On Facebook, I keep seeing women who are stay at home moms talking about how they are going on vacation and little trips--both with and without their families. So first, they get to stay home, which I know is not all fun and games--and that's not my point. It's the traveling and getting to do what they want!
Meanwhile, here I am, working my butt off every day. We have no children. Usually people in our shoes travel as much as they can. We haven't gone on vacation since September/October 2007. Yes, our honeymoon. We did go to Philadelphia for a long weekend for our 1st anniversary, even though Turtle was laid off. We were going to go to Cape Cod this summer since my aunt has a house there, but now he's laid off again.
What are we doing wrong? Oh wait, I know, my husband got laid off. One woman's husband has been laid off too, yet they've gone to Hawaii twice and in the winters were skiing in Vermont every weekend. (I'm pretty sure her parents retired to VT & they have other family in Hawaii, which of course takes care of lodging, so I will give her a pass, I think.)
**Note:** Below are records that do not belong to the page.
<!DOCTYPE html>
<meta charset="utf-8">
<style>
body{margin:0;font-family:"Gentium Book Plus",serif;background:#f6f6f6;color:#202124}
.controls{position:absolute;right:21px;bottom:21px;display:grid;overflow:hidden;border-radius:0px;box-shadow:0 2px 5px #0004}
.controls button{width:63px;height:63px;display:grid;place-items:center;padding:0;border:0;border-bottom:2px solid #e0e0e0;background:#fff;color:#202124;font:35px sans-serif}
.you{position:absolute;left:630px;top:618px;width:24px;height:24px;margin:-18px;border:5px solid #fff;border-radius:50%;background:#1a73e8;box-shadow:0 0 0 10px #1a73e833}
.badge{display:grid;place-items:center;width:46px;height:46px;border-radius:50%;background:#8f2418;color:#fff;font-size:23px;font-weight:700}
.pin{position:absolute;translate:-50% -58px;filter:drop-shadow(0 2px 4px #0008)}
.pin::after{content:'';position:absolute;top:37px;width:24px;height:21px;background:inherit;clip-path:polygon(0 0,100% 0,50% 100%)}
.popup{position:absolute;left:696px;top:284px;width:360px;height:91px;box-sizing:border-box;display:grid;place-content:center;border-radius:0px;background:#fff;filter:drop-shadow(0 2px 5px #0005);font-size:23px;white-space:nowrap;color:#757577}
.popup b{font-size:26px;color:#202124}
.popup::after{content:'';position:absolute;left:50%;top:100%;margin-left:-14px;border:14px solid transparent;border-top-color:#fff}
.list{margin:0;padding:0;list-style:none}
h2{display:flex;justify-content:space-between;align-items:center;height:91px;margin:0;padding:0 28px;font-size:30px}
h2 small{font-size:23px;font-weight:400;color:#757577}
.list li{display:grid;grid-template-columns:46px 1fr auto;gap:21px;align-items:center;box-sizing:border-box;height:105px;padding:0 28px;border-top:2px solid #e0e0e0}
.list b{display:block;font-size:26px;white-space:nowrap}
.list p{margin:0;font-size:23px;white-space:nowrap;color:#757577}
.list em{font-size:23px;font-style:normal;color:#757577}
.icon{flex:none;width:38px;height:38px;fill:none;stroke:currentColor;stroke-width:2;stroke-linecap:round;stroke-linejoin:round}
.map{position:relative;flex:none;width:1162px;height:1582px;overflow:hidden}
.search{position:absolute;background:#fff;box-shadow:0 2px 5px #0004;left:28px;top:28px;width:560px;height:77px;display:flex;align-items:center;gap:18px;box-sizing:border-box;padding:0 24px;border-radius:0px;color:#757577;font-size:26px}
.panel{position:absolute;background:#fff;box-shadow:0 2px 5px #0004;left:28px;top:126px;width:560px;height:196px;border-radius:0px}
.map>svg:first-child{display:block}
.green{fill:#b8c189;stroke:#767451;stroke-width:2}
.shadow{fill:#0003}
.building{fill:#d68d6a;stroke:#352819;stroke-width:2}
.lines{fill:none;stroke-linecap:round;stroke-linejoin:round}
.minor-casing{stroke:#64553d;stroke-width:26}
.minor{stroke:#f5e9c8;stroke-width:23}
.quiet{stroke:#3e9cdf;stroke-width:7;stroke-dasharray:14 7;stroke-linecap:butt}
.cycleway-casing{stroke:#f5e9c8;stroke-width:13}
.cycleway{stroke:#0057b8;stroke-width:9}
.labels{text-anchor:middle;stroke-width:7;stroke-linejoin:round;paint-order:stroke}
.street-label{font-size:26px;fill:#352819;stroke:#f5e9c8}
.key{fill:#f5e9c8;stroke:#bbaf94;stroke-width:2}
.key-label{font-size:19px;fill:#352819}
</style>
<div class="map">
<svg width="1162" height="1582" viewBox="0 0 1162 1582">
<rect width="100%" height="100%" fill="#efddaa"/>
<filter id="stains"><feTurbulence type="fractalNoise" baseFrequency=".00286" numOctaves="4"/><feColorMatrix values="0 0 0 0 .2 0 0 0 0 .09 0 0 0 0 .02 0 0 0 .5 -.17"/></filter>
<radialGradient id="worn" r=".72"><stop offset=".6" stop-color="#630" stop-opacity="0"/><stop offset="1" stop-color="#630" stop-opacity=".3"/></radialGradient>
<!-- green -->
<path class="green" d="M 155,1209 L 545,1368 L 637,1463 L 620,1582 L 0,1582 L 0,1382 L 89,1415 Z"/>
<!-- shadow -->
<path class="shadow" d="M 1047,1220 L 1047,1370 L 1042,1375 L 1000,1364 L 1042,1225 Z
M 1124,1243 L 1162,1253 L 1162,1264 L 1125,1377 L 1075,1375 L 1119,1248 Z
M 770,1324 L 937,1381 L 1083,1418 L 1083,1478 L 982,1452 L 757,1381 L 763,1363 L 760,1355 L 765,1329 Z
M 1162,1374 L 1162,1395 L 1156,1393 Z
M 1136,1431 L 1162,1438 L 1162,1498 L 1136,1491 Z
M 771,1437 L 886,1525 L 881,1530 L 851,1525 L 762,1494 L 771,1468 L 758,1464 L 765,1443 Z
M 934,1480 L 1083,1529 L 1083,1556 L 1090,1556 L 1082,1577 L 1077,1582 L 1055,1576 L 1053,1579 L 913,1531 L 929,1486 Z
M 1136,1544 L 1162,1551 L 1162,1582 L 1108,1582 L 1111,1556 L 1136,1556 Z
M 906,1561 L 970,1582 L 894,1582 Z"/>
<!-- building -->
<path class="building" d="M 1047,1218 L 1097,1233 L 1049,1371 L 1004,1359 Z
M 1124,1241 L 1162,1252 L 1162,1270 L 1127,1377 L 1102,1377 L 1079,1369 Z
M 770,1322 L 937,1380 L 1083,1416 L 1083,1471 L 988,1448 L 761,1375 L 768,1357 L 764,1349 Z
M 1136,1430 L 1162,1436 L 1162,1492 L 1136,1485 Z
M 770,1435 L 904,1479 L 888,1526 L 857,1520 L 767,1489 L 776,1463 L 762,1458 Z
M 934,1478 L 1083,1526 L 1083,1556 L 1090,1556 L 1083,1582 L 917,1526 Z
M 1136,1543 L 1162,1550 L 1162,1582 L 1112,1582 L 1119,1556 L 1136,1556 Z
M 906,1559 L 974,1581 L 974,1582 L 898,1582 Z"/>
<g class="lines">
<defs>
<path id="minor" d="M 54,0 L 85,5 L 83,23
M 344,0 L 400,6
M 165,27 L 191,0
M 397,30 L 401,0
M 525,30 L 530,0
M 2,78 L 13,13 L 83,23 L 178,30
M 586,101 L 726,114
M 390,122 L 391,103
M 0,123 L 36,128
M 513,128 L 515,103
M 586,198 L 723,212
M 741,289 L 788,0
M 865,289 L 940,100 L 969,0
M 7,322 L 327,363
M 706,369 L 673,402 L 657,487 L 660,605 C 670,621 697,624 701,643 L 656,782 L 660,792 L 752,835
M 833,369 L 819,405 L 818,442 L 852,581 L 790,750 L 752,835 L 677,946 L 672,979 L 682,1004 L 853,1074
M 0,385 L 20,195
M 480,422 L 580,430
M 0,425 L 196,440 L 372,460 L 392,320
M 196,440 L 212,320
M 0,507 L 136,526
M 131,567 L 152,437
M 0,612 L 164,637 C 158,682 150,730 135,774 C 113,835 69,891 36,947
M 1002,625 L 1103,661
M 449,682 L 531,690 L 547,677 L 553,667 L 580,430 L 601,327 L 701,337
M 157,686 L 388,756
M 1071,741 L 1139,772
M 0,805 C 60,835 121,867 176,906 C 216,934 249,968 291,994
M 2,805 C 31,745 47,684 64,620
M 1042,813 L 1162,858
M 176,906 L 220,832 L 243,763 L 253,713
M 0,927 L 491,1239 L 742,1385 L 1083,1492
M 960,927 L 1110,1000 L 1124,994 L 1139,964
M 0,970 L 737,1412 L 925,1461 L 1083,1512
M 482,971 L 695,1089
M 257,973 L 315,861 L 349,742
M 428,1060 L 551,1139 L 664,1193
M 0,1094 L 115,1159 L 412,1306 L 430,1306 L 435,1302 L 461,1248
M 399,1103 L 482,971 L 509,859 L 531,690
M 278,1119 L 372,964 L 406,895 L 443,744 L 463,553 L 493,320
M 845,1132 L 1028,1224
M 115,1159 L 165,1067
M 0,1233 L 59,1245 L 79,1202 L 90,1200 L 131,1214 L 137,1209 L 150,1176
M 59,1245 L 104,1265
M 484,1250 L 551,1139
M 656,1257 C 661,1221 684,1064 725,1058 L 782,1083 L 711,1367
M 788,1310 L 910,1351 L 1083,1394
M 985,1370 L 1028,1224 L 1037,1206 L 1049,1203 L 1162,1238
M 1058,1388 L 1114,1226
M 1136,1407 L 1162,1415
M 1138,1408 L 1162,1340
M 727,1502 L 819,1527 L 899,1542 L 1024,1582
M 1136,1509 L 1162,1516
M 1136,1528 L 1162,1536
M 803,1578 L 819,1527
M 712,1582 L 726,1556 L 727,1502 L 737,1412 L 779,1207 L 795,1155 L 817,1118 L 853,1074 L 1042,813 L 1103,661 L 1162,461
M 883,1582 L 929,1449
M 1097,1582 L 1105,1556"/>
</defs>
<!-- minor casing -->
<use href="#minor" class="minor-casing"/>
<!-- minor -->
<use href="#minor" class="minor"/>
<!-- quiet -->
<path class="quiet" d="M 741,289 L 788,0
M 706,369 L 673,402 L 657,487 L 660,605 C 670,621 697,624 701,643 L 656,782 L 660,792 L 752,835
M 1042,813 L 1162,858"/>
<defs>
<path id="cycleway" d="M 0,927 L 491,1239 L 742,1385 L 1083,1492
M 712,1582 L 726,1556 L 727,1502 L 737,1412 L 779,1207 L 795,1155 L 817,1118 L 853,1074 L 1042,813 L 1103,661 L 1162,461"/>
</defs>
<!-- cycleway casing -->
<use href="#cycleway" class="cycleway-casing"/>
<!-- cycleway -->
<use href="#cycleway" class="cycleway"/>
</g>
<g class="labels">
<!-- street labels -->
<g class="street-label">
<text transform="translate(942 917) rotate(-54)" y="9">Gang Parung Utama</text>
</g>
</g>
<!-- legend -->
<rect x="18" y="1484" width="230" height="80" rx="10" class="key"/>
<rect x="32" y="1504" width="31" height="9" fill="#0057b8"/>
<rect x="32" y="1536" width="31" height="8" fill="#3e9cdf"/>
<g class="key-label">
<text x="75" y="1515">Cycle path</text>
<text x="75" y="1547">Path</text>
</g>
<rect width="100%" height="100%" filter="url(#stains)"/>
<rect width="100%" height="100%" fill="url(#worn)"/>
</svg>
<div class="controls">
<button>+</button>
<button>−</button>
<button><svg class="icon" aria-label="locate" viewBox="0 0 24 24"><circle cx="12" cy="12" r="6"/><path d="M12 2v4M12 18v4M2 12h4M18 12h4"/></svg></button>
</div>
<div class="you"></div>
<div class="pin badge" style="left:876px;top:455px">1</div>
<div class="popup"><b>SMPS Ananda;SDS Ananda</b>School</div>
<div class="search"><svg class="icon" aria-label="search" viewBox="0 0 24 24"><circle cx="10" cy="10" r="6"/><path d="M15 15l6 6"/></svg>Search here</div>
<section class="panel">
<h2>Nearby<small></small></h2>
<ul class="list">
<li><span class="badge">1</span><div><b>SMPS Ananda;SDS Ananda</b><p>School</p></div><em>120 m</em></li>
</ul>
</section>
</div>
I KNOW that there's more than meets the eye with most people. And I know it's Facebook, where things can be embellished. These people could be charging up the wazoo on credit cards or get hand-outs from Mom & Dad. But still, I feel like I work SO hard and have very little down time or anything enjoyable. Especially now that I'm the sole earner. All of the pressure is on me.
I'd like a break, please.
I haven't taken a "real" vacation day, even one to just sit around my house, in....I don't know how long. The last vacation day I had was for Easter (Good Friday). My other time off in 2011 was for my friend's wedding and Turtle's wisdom teeth surgery. Before that, my vacation time was used for my grandfather's funeral in October, my hand surgery in April (2010) and other days/hours for physical therapy. I only get 2 weeks of vacation and until this year, only 3 sick days. (We now get 4.) I can't even call out sick as a mental health day since there's too much work to be done and I have no back up. I come home, tired and cranky. I can't even make my home a refuge--doing fun things after work and on weekends--because there's stuff piling up since I'm too tired. It's a vicious cycle. You'd think we had 6 kids for how much laundry needs to be done and put away. The dishes...oy. And the cleaning? It's embarrassing and horrible, but there's a room that was never properly cleaned...and we've lived here for over 18 months now. (There is a newly constructed division of labor now that Turtle's home all day, which I will blog about soon, but the home is the woman's domain, no matter how sexist that sounds. I am better at it. It's true! Yet I can't even get myself together.)
Ahh, the life of leisure...to do what I want, when I want. Not necessarily idleness, just activities that have a personal purpose. Maybe in retirement? If I live that long.